--- START ---
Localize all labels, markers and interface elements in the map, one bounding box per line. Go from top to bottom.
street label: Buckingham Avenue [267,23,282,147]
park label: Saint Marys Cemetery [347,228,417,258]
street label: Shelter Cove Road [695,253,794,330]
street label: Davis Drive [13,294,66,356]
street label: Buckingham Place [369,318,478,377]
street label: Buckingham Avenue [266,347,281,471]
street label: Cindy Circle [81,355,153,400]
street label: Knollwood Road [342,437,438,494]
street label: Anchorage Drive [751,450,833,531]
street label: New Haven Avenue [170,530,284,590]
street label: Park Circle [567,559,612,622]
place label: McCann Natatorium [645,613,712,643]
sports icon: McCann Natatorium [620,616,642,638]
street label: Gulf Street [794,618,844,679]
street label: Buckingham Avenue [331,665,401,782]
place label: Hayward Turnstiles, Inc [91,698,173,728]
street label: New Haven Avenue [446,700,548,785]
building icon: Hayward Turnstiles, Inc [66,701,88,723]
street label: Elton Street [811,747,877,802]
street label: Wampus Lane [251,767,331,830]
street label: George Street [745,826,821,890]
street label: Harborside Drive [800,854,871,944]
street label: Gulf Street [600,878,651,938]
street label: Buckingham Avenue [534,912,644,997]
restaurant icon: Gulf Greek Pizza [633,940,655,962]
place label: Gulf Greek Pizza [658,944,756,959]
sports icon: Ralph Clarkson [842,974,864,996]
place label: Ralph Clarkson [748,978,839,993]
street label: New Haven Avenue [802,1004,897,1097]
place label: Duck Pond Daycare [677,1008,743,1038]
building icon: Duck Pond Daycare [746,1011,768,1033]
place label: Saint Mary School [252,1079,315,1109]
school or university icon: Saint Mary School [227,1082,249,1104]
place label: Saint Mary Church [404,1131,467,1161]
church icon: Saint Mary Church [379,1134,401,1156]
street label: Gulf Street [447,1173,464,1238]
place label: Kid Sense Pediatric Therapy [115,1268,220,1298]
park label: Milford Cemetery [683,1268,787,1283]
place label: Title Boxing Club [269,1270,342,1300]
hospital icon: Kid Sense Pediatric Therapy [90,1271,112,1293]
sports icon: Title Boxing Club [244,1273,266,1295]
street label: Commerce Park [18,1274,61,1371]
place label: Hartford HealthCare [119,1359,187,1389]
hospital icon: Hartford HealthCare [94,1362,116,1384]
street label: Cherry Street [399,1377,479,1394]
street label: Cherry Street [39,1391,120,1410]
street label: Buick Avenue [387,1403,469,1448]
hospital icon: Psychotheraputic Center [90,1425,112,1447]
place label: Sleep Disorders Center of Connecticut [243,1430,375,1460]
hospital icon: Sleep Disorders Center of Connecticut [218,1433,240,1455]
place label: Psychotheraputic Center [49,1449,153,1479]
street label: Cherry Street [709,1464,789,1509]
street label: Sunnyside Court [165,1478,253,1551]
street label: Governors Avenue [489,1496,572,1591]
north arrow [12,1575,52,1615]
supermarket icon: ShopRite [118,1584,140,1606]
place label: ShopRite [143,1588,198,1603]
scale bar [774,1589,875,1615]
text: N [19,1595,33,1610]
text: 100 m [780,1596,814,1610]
--- END ---
**Exercise directions**
Count the lines in the records above that contain "Psychotheraputic", please, and give the number without any other words.

**Solution for this problem**
2